Un principio que fue hace cien años: el 11 de julio de 1914, diecisiete días
antes de que, en plena “tangomanía europea”, el nacionalista serbio Gabrilo
Princip asesinara al archiduque Francisco Fernando de Austria, dando la excusa
perfecta a las potencias europeas para concretar un viejo sueño (transformado
en pesadilla): la Primera Guerra Mundial. O, más cerca de su Abasto natal,
cuando la Guardia Vieja llegaba a su momento cenit mientras Eduardo Arolas y el
Cachafaz, cada quien en su métier, hacían desastres en los lindes tangueros de
Buenos Aires.
Ciclópeo contar a
Troilo, claro. No es cosa fácil contemplar que en esos cincuenta años de “vida
útil” (los sesenta del total, menos los diez que tardó su madre en comprarle el
primer bandoneón) les imaginó una música a sesenta obras, muchas de ellas
maravillosas. Nombrar “Barrio de tango”, “Che bandoneón”, “Sur” o “Discepolín”,
bajo la sustancial pluma de su amigo Homero Manzi, viene muchísimo al caso. El
mismo efecto surge de traer al presente gemas como “Garúa” o “Pa’ que bailen
los muchachos”, en yunta brava con Enrique Cadícamo.

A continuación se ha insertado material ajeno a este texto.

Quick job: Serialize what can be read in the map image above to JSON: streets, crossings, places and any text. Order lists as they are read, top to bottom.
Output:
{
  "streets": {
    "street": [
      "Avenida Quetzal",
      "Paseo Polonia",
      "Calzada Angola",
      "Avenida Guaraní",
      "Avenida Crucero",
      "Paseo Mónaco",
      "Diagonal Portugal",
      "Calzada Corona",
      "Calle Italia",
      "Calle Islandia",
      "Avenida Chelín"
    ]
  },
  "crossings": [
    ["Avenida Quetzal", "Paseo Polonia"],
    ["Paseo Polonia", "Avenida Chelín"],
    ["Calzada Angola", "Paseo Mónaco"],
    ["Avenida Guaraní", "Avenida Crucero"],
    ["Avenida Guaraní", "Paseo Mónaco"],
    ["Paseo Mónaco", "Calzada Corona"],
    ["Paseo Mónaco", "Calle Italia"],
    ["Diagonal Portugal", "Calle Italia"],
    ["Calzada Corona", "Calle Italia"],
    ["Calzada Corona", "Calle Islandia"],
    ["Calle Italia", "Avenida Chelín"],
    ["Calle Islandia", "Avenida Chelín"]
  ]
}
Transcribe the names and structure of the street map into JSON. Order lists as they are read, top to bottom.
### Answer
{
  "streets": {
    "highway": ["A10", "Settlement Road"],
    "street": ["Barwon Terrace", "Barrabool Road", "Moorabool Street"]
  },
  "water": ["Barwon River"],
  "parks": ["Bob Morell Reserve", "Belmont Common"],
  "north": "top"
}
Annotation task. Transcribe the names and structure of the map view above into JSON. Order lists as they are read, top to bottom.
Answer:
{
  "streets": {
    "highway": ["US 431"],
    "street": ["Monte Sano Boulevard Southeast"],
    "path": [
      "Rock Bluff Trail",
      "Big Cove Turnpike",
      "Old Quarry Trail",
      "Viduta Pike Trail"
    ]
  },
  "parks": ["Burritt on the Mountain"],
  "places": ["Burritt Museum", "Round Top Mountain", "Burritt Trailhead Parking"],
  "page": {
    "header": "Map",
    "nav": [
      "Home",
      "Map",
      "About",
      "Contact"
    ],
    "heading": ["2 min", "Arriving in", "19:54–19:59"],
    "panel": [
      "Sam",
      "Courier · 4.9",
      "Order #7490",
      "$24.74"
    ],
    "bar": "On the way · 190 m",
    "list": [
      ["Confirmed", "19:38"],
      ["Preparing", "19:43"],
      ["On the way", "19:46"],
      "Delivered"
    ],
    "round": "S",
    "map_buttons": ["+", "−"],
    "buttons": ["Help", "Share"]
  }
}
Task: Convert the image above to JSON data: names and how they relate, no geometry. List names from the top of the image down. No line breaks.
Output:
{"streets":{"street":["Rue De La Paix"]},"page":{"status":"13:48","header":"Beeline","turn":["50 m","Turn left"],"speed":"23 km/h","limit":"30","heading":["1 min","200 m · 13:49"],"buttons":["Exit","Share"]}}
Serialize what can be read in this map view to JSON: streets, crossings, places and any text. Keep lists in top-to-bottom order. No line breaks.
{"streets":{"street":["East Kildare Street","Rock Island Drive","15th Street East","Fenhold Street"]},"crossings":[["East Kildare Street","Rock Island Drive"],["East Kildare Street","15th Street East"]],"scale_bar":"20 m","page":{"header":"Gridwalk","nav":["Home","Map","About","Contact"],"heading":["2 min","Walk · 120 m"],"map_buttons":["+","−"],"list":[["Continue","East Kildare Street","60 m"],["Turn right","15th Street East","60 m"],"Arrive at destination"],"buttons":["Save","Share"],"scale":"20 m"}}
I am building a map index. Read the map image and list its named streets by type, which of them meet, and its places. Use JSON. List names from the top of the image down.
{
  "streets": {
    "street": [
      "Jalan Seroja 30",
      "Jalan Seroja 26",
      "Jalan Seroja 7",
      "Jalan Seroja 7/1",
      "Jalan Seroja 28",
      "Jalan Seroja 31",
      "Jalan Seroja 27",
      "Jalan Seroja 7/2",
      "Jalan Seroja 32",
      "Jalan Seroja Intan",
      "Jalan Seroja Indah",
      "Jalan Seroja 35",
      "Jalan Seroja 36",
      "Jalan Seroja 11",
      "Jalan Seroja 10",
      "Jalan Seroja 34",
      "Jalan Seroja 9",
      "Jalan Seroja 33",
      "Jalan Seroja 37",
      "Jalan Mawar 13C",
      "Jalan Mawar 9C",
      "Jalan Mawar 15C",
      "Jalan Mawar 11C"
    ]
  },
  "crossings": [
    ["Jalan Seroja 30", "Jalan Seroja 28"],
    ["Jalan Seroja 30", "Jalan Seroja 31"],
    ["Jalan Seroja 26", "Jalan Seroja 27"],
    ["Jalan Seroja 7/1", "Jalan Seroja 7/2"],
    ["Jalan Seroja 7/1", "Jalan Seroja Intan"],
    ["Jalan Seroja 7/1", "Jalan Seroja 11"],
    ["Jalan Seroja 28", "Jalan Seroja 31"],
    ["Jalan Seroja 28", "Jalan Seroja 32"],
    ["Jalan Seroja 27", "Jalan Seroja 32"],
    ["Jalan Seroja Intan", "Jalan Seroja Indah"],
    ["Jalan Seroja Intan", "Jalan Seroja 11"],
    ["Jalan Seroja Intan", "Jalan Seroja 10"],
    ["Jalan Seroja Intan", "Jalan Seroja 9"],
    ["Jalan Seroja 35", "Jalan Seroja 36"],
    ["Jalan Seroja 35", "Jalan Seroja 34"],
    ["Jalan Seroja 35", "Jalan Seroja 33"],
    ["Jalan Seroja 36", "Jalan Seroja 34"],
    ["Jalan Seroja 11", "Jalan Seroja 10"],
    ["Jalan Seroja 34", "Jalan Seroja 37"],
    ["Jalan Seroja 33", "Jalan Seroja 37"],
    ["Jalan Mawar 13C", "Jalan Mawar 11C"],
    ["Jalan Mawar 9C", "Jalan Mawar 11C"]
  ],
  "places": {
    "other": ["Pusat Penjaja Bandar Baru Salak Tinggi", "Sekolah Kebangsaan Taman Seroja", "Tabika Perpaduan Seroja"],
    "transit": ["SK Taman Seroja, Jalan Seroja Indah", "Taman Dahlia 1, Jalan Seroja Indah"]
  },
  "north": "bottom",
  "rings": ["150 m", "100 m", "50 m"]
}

O las piezas divinas que
concibió pegado al vate peronista Cátulo Castillo: “Desencuentro”, “La última
curda” y “El último farol”. Todas ellas abrazadas por las dos puntas temporales
de su prolífico rol de compositor: el comienzo con “Flor de amor” y “Medianoche”,
ambas escritas por el primer Pichuco (el de 1933), y la casi póstuma “Tu
penúltimo tango”, concebida junto a Horacio Ferrer el mismo año de su muerte,
como queriendo –premonitorio– dejarle su última prueba de amor a Zita, su mujer
eterna: “Mi amor, tu tango es tu ternura / que, aún muerto, a mi alma le hace
yunta / y es tu perdón de compañera fiel / que me inundó de cunas”.
Complejo resumir a
Troilo, además, dada una labor editorial que no le envidia nada a su genio
creador. No sólo grabó casi todo lo que compuso, sino que adicionó a tales
grabaciones más de cuatrocientas obras registradas entre 1938 –año en que
debutó en el selló Odeón (a 78 RPM) con el simple integrado por “Comme il
faut”, de Arolas y “Tinta verde”, de Bardi– y 1971, momento en que grabó “Fogón
de huella” (Arturo Galluei), “La violeta” (Cátulo), “Corazón de papel” (Alberto
Franco), “Tinta roja” (Sebastián Piana), con la voz del Polaco Goyeneche, para
la RCA Víctor y ya con las revoluciones por minuto clavadas en 33.
Pichuco, cuyo apodo
radica en una deformación de picciuso (“llorón” en italiano), debutó a los doce
años (1926, para más datos) cuando tocó el flamante bandoneón que le había
regalado su madre, durante un evento benéfico realizado en el Petit Colón, un
cine del Abasto. Aún no tenía ese paño de terciopelo sobre las rodillas que lo
acompañaría en su trayectoria, pero sí la pasión por un género que explotaría
cuatro años después, cuando se integró al sexteto Vardaro-Pugliese, que
completaban Alfredo Gobbi en violín, Miguel Jurado en bandoneón y Luis Adesso
en contrabajo, y que determinaría una tempranera juntada de futuros grandes:
San Pugliese y él, el gran conductor del tango. Fue, aquel, el paso previo a
sus “inferiores” en el género, como parte de las orquestas de Juan Pacho
Maglio, de Julio de Caro –cuyo plus de luxe era Pedro Laurenz–, de Juan
D’Arienzo, de Angel D’Agostino y de Juan Carlos Cobián, mojones en su vida
artística, que fueron lubricando un destino inevitable: el de un bandoneonista,
compositor y director de orquesta incomparable.
O el de amigo leal,
cuyas bondades receptaron Homero Manzi, a quien Troilo dedicó el formidable
“Responso”, cuando se enteró de su muerte, durante el otoño de 1951, o Astor
Piazzolla, con quien Pichuco grabó dos tremendas versiones de “Volver” y “El
motivo”, a dos bandoneones, en 1971, además de haberlo iniciado en los secretos
del 2 por 4, a cambio de los arreglos del aplicado y genial Astor, tal como
prueban las versiones de “Inspiración” y “Chiqué”, o Roberto Goyeneche, con
quien descansa en el rincón de los notables del Cementerio de la Chacarita.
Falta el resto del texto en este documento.